= Andrew Topolski =

Andrew Topolski (1952–2008) was an American artist and art teacher born in Buffalo, New York and later based in Brooklyn, New York.

A draftsman and sculptor, Topolski was a member of the "Hallwalls generation" in Buffalo and described his work as Intermedia, drawing on references including architecture, music, cartography, the technology of war, and other disciplines.

== Early life and education ==
Andrew Topolski was born September 21, 1952 in Buffalo, New York.

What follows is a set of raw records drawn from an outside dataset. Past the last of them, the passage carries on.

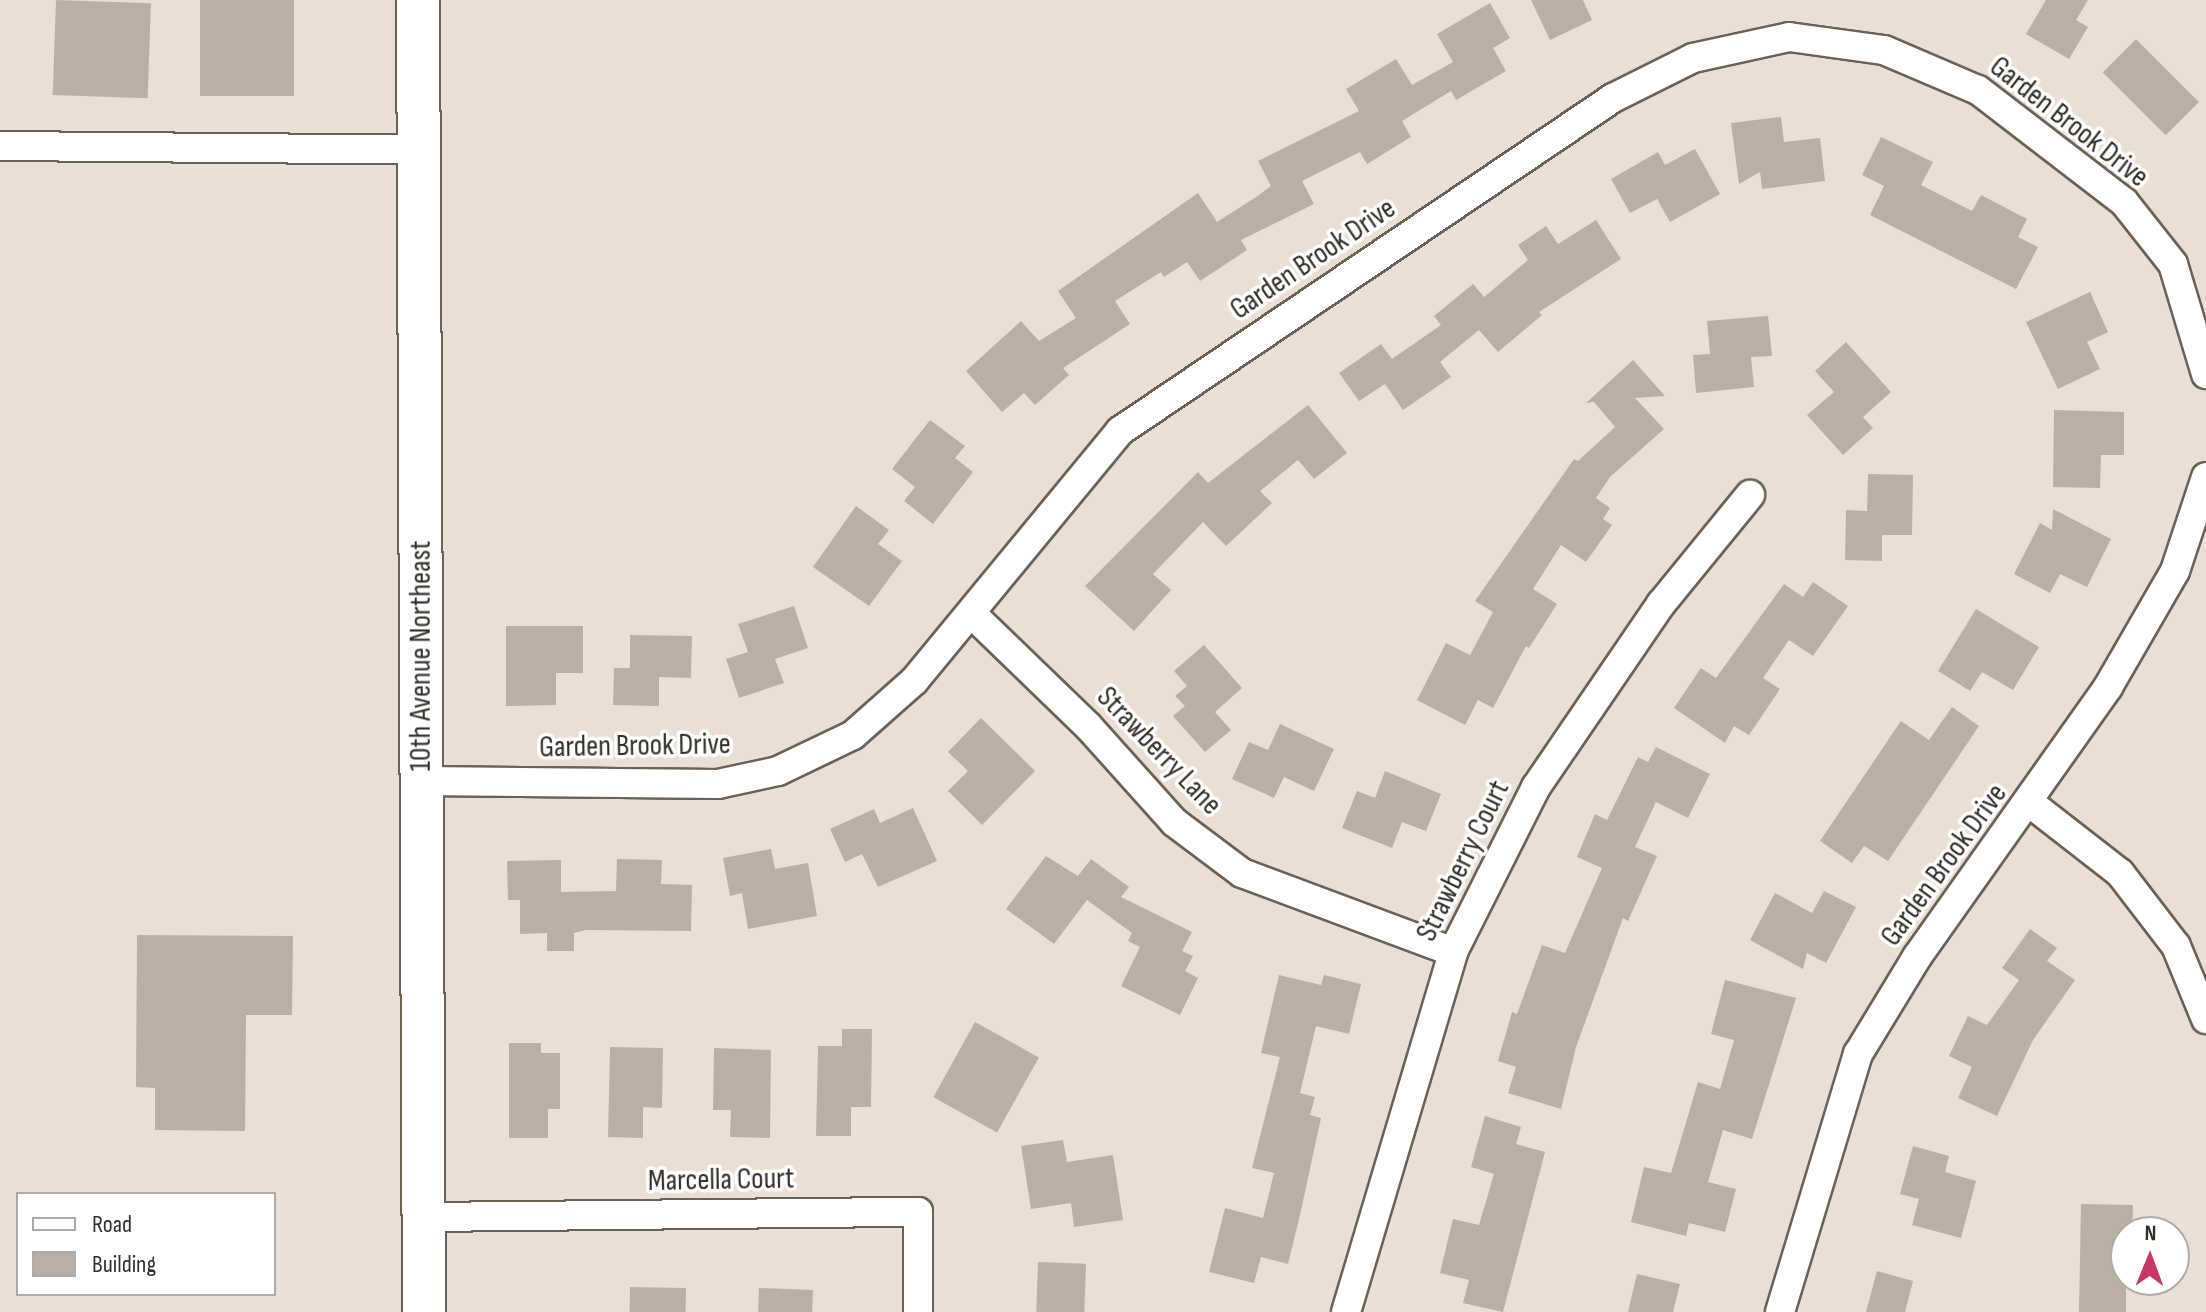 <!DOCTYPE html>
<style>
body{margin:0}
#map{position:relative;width:2206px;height:1312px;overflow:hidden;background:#eadfd5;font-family:"Sofia Sans Condensed",sans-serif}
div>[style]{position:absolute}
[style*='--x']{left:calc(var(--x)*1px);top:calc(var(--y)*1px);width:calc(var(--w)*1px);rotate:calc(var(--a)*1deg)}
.building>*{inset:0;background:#baafa5;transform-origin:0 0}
.roads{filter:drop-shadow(2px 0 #6a6157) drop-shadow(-2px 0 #6a6157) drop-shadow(0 2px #6a6157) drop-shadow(0 -2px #6a6157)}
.street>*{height:28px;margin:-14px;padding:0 14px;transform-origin:14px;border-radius:14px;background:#fff}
.secondary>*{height:42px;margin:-21px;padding:0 21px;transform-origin:21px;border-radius:21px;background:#fff}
span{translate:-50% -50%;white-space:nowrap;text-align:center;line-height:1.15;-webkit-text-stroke:7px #fff;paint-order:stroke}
.street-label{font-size:30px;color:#312d29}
.legend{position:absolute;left:16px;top:1192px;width:260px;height:104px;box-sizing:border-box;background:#fff;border:2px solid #adaba9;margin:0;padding:10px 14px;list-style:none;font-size:24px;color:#312d29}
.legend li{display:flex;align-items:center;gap:16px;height:40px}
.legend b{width:40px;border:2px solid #adaba9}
.north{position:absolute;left:2110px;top:1216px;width:80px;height:80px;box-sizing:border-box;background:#fff;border:2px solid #adaba9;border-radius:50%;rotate:1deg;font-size:22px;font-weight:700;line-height:32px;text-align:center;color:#312d29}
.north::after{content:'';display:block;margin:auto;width:28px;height:36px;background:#c63966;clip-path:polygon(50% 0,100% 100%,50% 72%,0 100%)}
</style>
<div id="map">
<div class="building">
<i style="left:56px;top:0;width:95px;height:95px;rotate:2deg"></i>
<i style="left:200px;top:0;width:94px;height:96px"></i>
<i style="clip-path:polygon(1531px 0,1583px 0,1592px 20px,1550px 40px)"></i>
<i style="clip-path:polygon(2046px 0,2088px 0,2076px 20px,2088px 27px,2069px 59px,2026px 34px)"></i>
<i style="clip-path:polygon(1490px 3px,1510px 38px,1493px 48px,1506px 71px,1456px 100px,1451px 91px,1402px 121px,1411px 137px,1367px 164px,1360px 152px,1302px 181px,1314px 204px,1241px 240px,1247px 250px,1200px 281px,1187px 262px,1164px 277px,1161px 272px,1115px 301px,1130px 324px,1063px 368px,1069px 375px,1035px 405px,1024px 393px,1002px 412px,966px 371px,1021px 321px,1039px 341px,1076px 318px,1058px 291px,1198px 193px,1217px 222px,1256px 197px,1271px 186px,1258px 161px,1359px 111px,1346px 89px,1396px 59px,1412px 85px,1453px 62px,1437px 34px)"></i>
<i style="left:2136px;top:39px;width:89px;height:47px;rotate:45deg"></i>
<i style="clip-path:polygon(1781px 117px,1784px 142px,1820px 138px,1825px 181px,1762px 189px,1760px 172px,1739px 184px,1731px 123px)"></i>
<i style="clip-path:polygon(1881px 137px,1933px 162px,1921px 185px,1972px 211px,1981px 195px,2027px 219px,2018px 237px,2038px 247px,2016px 289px,1870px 215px,1884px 186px,1862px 175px)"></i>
<i style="clip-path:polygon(1695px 149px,1720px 194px,1670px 222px,1657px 199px,1630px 213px,1611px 179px,1658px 152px,1665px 165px)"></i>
<i style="clip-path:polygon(1596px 220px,1621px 259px,1539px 312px,1542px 315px,1498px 352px,1479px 330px,1440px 362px,1451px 377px,1403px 410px,1385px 384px,1359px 401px,1339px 373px,1381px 344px,1392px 359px,1441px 325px,1434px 316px,1473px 284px,1484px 297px,1528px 260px,1518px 245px,1546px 226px,1558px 244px)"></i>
<i style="clip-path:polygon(2090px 292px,2108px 332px,2087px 342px,2100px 369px,2058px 389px,2026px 322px)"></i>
<i style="clip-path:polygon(1768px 316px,1772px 356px,1751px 357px,1754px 387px,1696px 393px,1693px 355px,1710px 354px,1707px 321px)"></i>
<i style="clip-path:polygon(1846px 342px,1891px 392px,1863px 417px,1873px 428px,1843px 455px,1807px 415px,1834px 392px,1815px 371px)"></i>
<i style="clip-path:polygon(1633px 360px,1665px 396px,1635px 398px,1664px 429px,1610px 477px,1596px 498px,1610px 508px,1603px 519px,1612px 525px,1586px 562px,1561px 545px,1533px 589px,1557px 604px,1529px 648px,1526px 646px,1493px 708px,1478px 700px,1465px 725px,1417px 700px,1446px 643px,1470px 655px,1493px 612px,1475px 601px,1574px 459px,1578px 461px,1615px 427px,1594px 402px,1586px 403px)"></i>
<i style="clip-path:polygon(1308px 405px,1347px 453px,1314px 479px,1298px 460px,1260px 491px,1272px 503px,1226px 546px,1203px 522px,1153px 574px,1171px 590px,1134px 631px,1085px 586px,1198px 472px,1208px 483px)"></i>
<i style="clip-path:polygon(2054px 410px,2124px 412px,2124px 455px,2101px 455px,2100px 488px,2053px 487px)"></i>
<i style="clip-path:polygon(930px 420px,965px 446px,955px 458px,973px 472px,933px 524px,904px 501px,915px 487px,892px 469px)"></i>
<i style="clip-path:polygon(1868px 474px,1913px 475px,1912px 535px,1882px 535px,1882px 561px,1845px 560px,1846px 510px,1867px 511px)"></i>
<i style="clip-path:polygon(856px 506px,889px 530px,878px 544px,902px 561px,869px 606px,813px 567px)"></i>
<i style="clip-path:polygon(2053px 509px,2111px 539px,2087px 587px,2060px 574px,2050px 593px,2014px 574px,2040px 523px,2052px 530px)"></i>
<i style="clip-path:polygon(1813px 582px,1848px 606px,1813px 656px,1789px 640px,1763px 678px,1780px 689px,1749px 735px,1734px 726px,1725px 743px,1674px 708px,1701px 668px,1716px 678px,1784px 584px,1803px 597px)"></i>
<i style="clip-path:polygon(794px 606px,808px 648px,775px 659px,784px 683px,739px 698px,726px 659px,748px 652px,738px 624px)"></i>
<i style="clip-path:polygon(1976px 609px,2039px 647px,2013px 690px,1982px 672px,1970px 691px,1938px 671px)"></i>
<i style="clip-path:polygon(506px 626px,583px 626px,583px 673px,556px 673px,556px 705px,506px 706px)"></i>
<i style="clip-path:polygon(630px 635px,692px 636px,691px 678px,659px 677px,659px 706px,613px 705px,614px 668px,630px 668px)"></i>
<i style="clip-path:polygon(1204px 645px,1242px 688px,1215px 712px,1231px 730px,1205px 752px,1173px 716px,1185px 706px,1175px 696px,1187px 686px,1174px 671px)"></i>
<i style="clip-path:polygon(1952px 707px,1979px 726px,1888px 861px,1864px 846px,1852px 863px,1820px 841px,1901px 721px,1929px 740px)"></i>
<i style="clip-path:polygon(981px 718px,1035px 771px,982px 825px,948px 791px,968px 771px,948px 752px)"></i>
<i style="clip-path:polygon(1280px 724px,1334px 749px,1314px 791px,1284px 777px,1274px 798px,1232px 779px,1249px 742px,1268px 750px)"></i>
<i style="clip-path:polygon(1656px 747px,1710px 774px,1688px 818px,1656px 802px,1635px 847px,1657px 856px,1628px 921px,1623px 918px,1576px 1047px,1561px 1109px,1508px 1093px,1516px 1067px,1498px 1061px,1512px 1012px,1517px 1014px,1542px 945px,1565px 953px,1602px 868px,1577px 857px,1595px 814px,1607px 820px,1638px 757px,1648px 762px)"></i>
<i style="clip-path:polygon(1385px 771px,1441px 794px,1426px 831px,1402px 822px,1392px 848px,1342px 828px,1357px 791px,1375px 798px)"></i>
<i style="clip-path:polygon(913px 808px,937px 861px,878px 887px,862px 854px,845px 862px,830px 829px,874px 809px,880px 823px)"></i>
<i style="clip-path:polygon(771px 849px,775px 869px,808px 863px,817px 916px,748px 929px,742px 893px,730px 896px,723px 858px)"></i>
<i style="clip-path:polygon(1046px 856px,1078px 876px,1091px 859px,1129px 887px,1121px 897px,1192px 932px,1182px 951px,1193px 956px,1185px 971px,1198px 978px,1180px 1015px,1121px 986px,1140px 947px,1128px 941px,1132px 933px,1087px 900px,1054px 944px,1006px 909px)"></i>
<i style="clip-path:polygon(617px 859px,662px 860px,661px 884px,692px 885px,691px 931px,586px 930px,574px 933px,574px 951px,547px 951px,547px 933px,520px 934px,520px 900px,508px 900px,507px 861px,561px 860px,561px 892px,616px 891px)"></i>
<i style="clip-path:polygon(1824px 891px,1856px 907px,1826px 963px,1807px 953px,1803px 969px,1750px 940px,1775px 893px,1812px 913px)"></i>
<i style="clip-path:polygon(2030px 929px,2057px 948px,2047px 961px,2075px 980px,2033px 1040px,1997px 1116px,1958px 1098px,1972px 1067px,1949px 1056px,1968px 1016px,1987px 1025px,2019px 980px,2002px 968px)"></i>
<i style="clip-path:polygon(137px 935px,293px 936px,292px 1015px,246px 1015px,245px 1131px,155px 1130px,155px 1088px,136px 1087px)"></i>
<i style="clip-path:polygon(1279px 975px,1321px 985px,1324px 975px,1361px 984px,1349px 1034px,1316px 1026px,1300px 1093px,1315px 1097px,1310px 1115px,1321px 1118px,1300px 1215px,1288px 1264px,1261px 1257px,1254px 1283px,1209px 1272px,1225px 1208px,1263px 1218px,1274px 1173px,1252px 1168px,1280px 1057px,1261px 1053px)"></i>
<i style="clip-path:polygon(1725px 980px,1796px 998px,1752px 1139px,1723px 1130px,1708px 1182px,1736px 1189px,1725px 1232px,1689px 1223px,1686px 1236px,1631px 1222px,1644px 1167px,1671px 1173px,1698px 1082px,1720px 1089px,1734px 1040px,1711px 1034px)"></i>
<i style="left:975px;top:1022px;width:73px;height:86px;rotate:29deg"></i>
<i style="clip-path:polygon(842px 1029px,872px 1029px,871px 1107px,851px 1107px,851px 1136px,816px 1136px,818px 1046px,842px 1046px)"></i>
<i style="clip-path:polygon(509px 1043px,541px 1043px,541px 1053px,560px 1053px,560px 1109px,548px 1109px,548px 1138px,509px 1138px)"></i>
<i style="clip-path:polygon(610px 1047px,663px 1048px,662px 1108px,643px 1107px,643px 1138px,608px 1137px)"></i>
<i style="clip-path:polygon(714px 1048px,771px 1050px,770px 1138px,730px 1137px,731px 1110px,713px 1110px)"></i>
<i style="clip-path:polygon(1485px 1116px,1521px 1127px,1516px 1144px,1545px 1152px,1503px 1312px,1463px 1303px,1469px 1280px,1440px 1273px,1453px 1219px,1479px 1225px,1494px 1174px,1471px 1167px)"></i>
<i style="clip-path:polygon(1063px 1140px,1067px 1162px,1113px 1155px,1123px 1220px,1074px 1227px,1071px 1203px,1031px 1209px,1021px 1146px)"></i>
<i style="clip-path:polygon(1913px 1146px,1949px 1156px,1945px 1172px,1976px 1181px,1961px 1238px,1912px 1225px,1919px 1199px,1900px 1194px)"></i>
<i style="clip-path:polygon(2081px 1204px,2133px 1205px,2132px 1232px,2126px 1232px,2126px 1312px,2079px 1312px)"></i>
<i style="left:1038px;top:1262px;width:48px;height:50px;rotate:2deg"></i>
<i style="clip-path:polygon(1877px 1271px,1913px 1281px,1905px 1312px,1866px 1312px)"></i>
<i style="clip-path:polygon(1637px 1274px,1680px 1284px,1673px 1312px,1628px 1312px)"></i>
<i style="left:630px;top:1287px;width:56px;height:25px;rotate:1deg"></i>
<i style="left:759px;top:1288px;width:54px;height:24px;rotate:2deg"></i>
</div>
<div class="roads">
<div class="street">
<i style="--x:0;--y:146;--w:419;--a:0.5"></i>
<i style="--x:972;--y:614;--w:161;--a:44"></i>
<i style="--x:1088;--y:726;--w:129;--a:48.1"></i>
<i style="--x:1174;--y:822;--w:85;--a:36.9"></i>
<i style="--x:1242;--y:873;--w:225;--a:20.5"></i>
<i style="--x:422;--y:781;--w:296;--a:0.6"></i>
<i style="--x:718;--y:784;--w:61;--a:-12.2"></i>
<i style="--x:778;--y:771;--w:83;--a:-25.6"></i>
<i style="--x:853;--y:735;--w:81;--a:-41.5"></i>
<i style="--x:914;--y:681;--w:324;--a:-50.5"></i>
<i style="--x:1120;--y:431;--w:595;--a:-34.04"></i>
<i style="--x:1613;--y:98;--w:89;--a:-26.6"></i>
<i style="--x:1693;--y:58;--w:98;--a:-12.3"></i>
<i style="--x:1789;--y:37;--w:96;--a:7.8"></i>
<i style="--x:1884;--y:50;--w:102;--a:23.1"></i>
<i style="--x:1978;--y:90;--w:184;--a:37.5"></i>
<i style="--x:2124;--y:202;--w:79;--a:51.7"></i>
<i style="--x:2173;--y:264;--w:115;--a:73.3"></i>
<i style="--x:2030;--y:803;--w:114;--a:37.9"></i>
<i style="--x:2120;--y:873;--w:92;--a:52.5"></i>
<i style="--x:2176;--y:946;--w:79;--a:67.7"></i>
<i style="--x:424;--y:1217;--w:494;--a:-0.6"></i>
<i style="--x:918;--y:1212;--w:100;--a:90"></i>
<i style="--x:1346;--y:1312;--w:376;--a:-73.4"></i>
<i style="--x:1453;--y:952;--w:185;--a:-63.3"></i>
<i style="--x:1536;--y:787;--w:222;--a:-55.7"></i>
<i style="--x:1661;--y:604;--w:141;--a:-50.8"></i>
<i style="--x:1780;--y:1312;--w:270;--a:-73.2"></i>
<i style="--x:1858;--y:1054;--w:114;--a:-58.7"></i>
<i style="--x:1917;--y:957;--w:331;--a:-54.7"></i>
<i style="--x:2108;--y:687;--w:134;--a:-60"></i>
<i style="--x:2175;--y:571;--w:99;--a:-71.7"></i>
</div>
<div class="secondary">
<i style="--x:418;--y:0;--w:1312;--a:89.74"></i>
</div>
</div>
<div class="street-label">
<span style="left:2069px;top:122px;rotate:38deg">Garden Brook Drive</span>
<span style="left:1313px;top:259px;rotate:-34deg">Garden Brook Drive</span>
<span style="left:421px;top:656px;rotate:-90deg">10th Avenue Northeast</span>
<span style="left:635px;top:746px;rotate:-1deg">Garden Brook Drive</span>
<span style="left:1159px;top:751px;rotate:46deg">Strawberry Lane</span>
<span style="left:1463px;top:861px;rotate:-64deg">Strawberry Court</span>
<span style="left:1944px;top:865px;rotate:-54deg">Garden Brook Drive</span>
<span style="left:721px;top:1180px;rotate:-1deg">Marcella Court</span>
</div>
<ul class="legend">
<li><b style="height:10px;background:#fff"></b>Road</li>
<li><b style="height:22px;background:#baafa5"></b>Building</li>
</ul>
<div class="north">N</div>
</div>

He attended John F. Kennedy High School in Cheektowaga, New York and then earned undergraduate and graduate degrees in art at the University at Buffalo.

== Professional career ==

=== Buffalo, New York and Hallwalls ===
While studying at the University at Buffalo, Topolski became associated with the founders of Hallwalls--Robert Longo, Charlie Clough, Cindy Sherman, Diane Bertolo, Michael Zwack, and Nancy Dwyer. Topolski appeared in the first Hallwalls exhibition, "Spatial Survey," alongside Longo, Joe Panone, and Roger Rapp. Topolski taught art at the University at Buffalo and Villa Maria College.

=== New York City ===
Topolski left Buffalo for New York City in 1985, settling in Brooklyn, with his partner Cindy Suffoletto. He was represented by the Oscarsson Seigeltuch Gallery in SoHo and taught for many years at Parsons/The New School.

=== Callicoon ===
Following the terrorist attacks of 9/11 and the Bush Administration’s response, Topolski stopped creating any new work, in a period lasting from September 2001, when he relocated to to approximately 2003, during which time he relocated to the rural hamlet of Callicoon, New York. In 2001 the National Gallery of Art in Washington, D.C. selected Topolski's "Overground II" for inclusion in the show A Century of Drawing.

== Critical Reception and Legacy ==
Following his death in 2008, Topolski was the subject of a retrospective exhibition at the Burchfield Penney Art Center in Buffalo, New York in 2013. According to Buffalo News critic Colin Dabkowski, the exhibition featured "several bodies of work from across Topolski’s career as a prolific and gifted draftsman, sculptor and thinker – each of which blends elements of music and architecture with various modes of visual art-making."